Fédération anarchiste

En dépit des propos anesthésiants de la classe politique, du matraquage
pervers des médias, en matière d'environnement, la situation ne cesse de
se dégrader.

Le capital contre la vie

En dépit des propos anesthésiants de la classe politique, du matraquage
pervers des médias, en matière d'environnement, la situation ne cesse de
se dégrader. Officiels ou non, les bilans s'alourdissent, les constats
sont amers, les clignotants passent au rouge, malgré les injections plus
ou moins massives d'argent public. La désinformation systématique ne
parvient cependant pas à empêcher la progression, certes toujours trop
lente, d'une prise de conscience qui inquiète les milieux d'affaires.
Stimulé par son extraordinaire faculté de récupération, et bien que le
doute s'insinue même parmi les ardents défenseurs du libéralisme, le
capitalisme -high-tech- tente de faire croire qu'il est en mesure de
maîtriser la situation, de résoudre les problèmes écologiques qui se
posent chaque jour de manière de plus en plus évidente, c'est-à-dire que
la crise ne requiert qu'une solution fondamentalement technique. La seule
question pertinente aujourd'hui est donc la suivante : la résolution des
problèmes écologiques peut-elle, oui ou non, s'effectuer dans le cadre
existant du système capitaliste ?

Une coïncidence historique ?

Le premier élément de réponse que l'on peut apporter concerne l'histoire.
L'émergence des dégradations infligées à l'environnement correspond à la
période d'accélération fulgurante du capitalisme, globalement les "Trente
Glorieuses", un éclair à l'échelle du temps. Le commerce global a été
multiplié par plus de dix au cours des cinquante dernières années. Il va
de soi qu'aucune société n'est écologiquement innocente,
c'est-à-dire que le développement d'un groupe humain s'accompagne
nécessairement d'une transformation du milieu, dans le sens d'un
prélèvement d'énergie et de matières premières, et de rejets de résidus.
Mais le capitalisme va engendrer, en à peine un demi-siècle, infiniment
plus de dégradations que l'humanité depuis ses origines. S'il faut un
repère chronologique, ce sera " Le Printemps silencieux ", l'ouvrage de
Rachel Carson paru en 1962, et qui éclate comme une bombe en livrant à
l'opinion l'énorme dossier des pesticides aux Etats-Unis.

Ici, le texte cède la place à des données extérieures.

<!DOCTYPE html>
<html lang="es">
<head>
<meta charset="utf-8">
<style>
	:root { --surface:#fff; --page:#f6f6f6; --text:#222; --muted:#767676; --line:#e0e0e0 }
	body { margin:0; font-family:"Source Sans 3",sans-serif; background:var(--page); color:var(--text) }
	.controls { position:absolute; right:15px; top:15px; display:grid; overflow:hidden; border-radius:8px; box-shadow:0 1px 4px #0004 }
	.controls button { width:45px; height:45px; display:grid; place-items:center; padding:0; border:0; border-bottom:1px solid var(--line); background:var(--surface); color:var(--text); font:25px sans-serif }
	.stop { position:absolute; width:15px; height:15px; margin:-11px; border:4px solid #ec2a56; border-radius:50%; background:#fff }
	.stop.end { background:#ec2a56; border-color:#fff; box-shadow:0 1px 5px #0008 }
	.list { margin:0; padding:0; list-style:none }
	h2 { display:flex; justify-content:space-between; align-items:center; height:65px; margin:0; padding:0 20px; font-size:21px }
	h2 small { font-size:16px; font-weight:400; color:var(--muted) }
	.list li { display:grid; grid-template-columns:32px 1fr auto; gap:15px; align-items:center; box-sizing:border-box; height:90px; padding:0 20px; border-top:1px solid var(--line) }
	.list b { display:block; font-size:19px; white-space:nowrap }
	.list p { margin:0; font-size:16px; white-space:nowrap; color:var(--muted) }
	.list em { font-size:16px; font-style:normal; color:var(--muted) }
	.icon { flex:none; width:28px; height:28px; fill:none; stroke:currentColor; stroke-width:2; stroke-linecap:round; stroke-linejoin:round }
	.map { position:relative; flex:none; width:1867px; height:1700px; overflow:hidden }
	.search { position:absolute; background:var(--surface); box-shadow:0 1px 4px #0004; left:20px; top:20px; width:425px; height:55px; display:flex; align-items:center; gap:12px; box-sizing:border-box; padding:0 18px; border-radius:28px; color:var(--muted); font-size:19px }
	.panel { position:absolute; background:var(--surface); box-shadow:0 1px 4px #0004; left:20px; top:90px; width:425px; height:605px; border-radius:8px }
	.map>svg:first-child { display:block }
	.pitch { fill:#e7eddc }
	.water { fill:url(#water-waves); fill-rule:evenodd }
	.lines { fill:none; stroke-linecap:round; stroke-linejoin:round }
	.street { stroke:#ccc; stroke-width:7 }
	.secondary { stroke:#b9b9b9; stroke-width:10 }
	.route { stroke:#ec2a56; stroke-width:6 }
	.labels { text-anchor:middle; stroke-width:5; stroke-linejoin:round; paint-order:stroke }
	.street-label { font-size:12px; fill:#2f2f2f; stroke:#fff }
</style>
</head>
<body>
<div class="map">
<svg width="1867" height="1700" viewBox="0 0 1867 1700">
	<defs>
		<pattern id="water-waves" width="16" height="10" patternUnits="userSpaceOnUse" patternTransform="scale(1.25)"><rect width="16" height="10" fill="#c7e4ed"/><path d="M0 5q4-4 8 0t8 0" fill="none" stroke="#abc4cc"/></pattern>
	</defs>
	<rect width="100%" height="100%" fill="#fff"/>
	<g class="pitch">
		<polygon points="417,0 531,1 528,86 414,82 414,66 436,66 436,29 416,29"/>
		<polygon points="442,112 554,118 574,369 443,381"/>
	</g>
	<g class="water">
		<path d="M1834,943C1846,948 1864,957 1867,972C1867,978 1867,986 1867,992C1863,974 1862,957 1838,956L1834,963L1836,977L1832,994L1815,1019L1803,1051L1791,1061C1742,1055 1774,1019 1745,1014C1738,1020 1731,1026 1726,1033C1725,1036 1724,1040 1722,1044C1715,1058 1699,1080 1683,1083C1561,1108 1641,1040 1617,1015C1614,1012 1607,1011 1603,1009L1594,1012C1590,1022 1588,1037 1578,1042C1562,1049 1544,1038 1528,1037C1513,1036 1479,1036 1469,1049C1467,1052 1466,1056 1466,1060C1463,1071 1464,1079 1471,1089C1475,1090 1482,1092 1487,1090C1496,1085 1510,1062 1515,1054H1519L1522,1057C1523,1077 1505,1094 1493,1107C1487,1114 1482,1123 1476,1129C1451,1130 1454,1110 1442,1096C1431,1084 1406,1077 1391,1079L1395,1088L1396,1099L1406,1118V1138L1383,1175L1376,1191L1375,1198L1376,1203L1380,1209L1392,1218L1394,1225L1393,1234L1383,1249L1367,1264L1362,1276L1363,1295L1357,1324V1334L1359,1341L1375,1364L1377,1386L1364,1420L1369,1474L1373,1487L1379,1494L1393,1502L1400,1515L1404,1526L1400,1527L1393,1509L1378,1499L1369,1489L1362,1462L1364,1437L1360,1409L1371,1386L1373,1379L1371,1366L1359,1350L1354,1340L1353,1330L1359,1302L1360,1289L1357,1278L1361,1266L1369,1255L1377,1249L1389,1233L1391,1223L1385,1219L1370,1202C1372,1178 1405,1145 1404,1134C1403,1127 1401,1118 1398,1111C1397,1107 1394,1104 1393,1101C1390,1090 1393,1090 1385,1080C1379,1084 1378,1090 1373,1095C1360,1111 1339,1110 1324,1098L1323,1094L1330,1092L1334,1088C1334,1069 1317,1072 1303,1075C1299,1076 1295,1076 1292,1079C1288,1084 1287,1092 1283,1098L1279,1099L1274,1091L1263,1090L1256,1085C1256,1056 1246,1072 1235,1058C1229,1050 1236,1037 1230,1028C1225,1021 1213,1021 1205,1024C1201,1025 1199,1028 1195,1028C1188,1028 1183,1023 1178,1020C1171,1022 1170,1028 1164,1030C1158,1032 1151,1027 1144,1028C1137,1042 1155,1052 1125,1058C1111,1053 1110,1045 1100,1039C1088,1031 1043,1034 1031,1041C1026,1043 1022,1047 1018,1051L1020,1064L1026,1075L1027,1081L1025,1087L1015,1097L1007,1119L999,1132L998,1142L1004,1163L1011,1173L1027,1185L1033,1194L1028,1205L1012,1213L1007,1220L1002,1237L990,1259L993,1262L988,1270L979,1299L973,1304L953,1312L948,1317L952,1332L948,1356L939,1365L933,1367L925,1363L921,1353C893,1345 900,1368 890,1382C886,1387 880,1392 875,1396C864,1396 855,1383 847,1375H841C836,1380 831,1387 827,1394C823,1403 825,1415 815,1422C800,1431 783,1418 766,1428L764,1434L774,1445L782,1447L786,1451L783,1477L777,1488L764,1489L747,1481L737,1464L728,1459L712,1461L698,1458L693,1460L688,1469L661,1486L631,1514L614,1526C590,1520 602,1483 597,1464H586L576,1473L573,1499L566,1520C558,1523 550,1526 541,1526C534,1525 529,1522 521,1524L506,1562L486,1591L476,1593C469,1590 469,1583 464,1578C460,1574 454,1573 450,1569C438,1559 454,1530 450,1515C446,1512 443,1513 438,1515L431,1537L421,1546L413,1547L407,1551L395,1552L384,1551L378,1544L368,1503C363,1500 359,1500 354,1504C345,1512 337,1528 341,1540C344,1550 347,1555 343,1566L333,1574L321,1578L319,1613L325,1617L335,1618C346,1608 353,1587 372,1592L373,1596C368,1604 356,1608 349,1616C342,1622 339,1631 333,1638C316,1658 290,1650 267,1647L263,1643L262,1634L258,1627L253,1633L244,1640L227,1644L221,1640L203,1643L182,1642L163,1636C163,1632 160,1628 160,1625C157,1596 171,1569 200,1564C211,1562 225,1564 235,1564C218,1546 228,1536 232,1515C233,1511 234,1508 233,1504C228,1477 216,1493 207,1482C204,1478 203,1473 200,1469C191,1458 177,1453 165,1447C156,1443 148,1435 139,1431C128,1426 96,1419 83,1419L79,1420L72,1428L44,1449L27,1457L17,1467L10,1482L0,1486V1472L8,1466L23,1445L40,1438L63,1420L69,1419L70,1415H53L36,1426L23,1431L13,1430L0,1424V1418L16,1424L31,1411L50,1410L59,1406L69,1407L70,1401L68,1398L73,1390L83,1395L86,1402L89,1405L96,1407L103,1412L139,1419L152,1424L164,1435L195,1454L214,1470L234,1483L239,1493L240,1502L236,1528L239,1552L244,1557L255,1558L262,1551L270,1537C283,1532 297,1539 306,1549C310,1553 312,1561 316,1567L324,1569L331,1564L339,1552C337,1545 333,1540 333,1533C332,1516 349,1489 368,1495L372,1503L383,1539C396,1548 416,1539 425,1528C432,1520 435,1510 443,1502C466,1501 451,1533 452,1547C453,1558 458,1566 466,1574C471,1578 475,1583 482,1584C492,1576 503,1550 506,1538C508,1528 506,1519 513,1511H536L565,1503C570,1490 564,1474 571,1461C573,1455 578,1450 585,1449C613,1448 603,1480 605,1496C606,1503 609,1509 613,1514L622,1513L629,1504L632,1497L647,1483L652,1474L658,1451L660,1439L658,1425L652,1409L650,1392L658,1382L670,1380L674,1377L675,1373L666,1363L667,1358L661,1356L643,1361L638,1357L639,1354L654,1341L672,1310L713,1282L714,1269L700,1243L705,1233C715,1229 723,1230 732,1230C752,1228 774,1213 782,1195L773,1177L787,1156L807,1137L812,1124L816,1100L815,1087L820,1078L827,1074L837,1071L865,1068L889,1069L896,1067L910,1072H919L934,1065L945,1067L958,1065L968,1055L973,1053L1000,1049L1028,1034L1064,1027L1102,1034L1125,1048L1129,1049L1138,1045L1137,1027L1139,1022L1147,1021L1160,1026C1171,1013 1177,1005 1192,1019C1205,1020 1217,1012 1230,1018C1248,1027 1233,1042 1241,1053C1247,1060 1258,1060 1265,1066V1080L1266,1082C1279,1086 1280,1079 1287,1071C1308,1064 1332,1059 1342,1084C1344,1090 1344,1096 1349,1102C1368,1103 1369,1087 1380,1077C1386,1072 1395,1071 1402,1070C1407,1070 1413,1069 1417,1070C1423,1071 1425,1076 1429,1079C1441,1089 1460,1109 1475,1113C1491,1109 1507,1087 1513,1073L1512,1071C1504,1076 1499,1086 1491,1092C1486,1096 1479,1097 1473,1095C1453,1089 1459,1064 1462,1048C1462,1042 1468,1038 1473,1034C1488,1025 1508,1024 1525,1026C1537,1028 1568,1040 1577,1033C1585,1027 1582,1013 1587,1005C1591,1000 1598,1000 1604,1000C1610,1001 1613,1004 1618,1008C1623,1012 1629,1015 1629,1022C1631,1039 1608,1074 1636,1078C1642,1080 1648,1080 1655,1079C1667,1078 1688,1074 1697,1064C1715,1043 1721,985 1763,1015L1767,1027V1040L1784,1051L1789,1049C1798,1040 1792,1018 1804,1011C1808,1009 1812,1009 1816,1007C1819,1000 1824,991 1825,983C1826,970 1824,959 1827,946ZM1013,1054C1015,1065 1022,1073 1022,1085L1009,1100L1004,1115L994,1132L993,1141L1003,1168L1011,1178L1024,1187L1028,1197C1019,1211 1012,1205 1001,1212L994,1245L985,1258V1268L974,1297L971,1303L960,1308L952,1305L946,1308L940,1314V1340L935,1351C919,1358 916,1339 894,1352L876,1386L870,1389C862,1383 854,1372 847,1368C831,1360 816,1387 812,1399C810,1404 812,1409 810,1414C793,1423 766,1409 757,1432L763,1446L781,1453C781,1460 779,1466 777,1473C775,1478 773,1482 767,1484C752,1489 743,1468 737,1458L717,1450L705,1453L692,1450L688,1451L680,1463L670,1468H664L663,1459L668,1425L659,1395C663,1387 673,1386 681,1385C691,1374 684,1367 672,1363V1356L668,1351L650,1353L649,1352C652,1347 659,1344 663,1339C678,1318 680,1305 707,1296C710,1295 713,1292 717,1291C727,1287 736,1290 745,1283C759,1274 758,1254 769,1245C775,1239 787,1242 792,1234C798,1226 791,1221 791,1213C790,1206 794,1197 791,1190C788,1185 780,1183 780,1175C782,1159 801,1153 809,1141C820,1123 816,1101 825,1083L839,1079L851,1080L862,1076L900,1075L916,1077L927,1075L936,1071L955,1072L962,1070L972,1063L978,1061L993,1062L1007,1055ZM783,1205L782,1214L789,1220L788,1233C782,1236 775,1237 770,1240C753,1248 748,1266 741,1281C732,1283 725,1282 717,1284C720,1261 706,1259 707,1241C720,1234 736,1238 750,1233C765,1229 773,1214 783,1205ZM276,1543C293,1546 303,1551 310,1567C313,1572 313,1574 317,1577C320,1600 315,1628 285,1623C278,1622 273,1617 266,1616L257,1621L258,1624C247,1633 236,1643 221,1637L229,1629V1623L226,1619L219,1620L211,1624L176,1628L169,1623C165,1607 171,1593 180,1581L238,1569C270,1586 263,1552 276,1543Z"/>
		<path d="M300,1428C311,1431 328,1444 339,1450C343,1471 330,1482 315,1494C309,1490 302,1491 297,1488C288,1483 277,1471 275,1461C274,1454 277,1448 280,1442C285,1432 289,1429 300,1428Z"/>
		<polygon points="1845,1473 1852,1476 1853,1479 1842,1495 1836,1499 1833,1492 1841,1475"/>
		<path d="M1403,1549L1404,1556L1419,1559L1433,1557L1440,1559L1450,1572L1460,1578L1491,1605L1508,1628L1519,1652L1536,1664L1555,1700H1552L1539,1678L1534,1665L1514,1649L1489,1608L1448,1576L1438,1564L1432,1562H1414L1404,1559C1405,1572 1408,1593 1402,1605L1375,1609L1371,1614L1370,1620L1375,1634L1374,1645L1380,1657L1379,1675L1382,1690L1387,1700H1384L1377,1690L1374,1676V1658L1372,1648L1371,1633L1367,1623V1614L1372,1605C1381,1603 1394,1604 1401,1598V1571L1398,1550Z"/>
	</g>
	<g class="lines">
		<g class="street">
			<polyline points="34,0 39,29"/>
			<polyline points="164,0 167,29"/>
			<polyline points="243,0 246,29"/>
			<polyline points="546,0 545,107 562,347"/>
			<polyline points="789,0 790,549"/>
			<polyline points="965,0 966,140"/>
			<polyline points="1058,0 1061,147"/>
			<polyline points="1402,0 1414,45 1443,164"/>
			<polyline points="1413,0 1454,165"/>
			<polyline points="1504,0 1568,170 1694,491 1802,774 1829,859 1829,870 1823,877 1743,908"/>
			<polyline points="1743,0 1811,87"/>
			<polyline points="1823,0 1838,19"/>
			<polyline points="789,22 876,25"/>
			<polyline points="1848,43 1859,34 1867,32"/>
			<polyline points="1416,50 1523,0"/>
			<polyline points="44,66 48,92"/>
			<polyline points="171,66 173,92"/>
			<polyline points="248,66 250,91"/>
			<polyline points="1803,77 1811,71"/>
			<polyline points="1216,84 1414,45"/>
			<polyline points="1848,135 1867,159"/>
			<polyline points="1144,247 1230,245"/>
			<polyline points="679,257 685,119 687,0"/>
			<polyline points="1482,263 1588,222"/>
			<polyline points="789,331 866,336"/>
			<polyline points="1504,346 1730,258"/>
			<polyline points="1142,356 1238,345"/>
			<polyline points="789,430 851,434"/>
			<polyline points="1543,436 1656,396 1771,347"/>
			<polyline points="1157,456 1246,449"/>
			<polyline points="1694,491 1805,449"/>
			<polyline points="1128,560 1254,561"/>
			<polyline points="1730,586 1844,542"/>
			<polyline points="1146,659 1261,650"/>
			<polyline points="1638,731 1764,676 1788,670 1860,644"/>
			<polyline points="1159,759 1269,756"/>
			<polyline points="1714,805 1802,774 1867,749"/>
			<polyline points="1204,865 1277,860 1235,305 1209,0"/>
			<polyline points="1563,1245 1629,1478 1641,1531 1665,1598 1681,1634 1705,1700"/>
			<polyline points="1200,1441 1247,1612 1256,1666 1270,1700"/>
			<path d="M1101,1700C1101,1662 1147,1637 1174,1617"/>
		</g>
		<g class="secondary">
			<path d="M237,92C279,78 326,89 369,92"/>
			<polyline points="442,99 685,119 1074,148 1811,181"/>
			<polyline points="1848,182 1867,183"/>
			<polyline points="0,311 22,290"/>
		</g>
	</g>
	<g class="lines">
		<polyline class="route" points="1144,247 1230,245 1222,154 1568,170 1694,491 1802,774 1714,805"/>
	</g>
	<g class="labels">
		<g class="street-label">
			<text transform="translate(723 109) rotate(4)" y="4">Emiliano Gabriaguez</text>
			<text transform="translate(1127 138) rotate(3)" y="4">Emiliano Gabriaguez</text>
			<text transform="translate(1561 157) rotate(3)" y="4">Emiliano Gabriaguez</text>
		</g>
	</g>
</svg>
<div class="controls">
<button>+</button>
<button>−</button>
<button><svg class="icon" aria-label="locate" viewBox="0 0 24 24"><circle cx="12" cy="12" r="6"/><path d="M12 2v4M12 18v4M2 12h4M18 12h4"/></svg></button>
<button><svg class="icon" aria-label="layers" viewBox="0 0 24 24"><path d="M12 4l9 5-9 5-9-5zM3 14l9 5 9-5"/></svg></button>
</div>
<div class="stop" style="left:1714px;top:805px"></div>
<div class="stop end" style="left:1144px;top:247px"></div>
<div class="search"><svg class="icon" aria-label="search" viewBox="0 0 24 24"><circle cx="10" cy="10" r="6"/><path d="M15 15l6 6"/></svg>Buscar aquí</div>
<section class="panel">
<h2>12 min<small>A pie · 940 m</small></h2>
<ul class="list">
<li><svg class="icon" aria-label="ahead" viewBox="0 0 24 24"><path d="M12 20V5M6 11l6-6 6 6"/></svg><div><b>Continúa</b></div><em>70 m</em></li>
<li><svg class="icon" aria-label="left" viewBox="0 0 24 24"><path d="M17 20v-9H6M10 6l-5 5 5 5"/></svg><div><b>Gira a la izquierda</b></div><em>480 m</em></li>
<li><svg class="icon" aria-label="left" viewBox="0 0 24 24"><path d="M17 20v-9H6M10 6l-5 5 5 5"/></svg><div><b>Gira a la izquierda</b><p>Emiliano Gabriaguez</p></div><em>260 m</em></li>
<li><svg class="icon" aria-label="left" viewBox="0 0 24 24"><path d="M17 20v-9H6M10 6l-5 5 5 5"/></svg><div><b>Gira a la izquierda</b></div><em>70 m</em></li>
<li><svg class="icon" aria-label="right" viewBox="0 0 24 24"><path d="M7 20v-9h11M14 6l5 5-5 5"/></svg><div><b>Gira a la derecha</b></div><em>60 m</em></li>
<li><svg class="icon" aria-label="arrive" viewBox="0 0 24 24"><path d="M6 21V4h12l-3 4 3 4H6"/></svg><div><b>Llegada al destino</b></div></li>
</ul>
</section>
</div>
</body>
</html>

En France, le concept d'écologie apparaît dans le sillage de mai 68, avec
la contestation plus ou moins radicale de la société de consommation
(c'est la première fois dans l'histoire qu'une science engendre un
mouvement politique). L'érosion, l'épuisement des sols, les diverses
pollutions, la dilapidation des ressources naturelles, les multiples
nuisances accompagnent cet expansionnisme sans frein, cette croissance
déifiée, cette "grande bouffe énergétique", cette dictature des
rendements. L'automobile, symbole du capitalisme, met en perspective une
angoissante pénurie d'énergie et l'accumulation de déchets de toutes
sortes. A l'escalade de la production capitaliste correspond la montée
des périls. Le nom de nombreuses catastrophes va s'imprimer dans les
mémoires : Seveso, Minamata, Amoco-Cadiz, Torrey Canyon, Three Miles
Island, Bhopal… Il apparaît de plus en plus évident que le développement
des forces "productives" s'exerce partout au détriment de la nature…et
par conséquent de l'homme. Cinquante ans d'option matérialiste ont rendu
l'homme malade de son environnement.

Le capital contre la vie

La concentration du capital contient en germe les logiques de prédation,
les processus de privatisation de l'environnement. La maximisation des
profits dans le laps de temps le plus court possible constitue la cause
primordiale des atteintes graves à l'environnement. Tout d'abord, la
recherche systématique de l'abaissement des coûts de production induit le
passage à la fabrication en grandes, et même très grandes séries. Mais
cette perspective est encore insuffisante : il faut entretenir un
gaspillage permanent. Plus les volumes de production augmentent, plus les
profits s'accroissent. D'où la diminution délibérée de la durabilité des
biens de consommation et de leur réparabilité, la fabrication d'objets
consommant beaucoup d'énergie, la multiplication des objets jetables, la
publicité favorisant le renouvellement incessant des articles, des
modèles, le suremballage des produits, la gadgétisation. L'innovation,
qui coûte cher, et qui ne correspond à aucune amélioration du service
rendu, agit ainsi comme un moteur de l'expansion du capitalisme.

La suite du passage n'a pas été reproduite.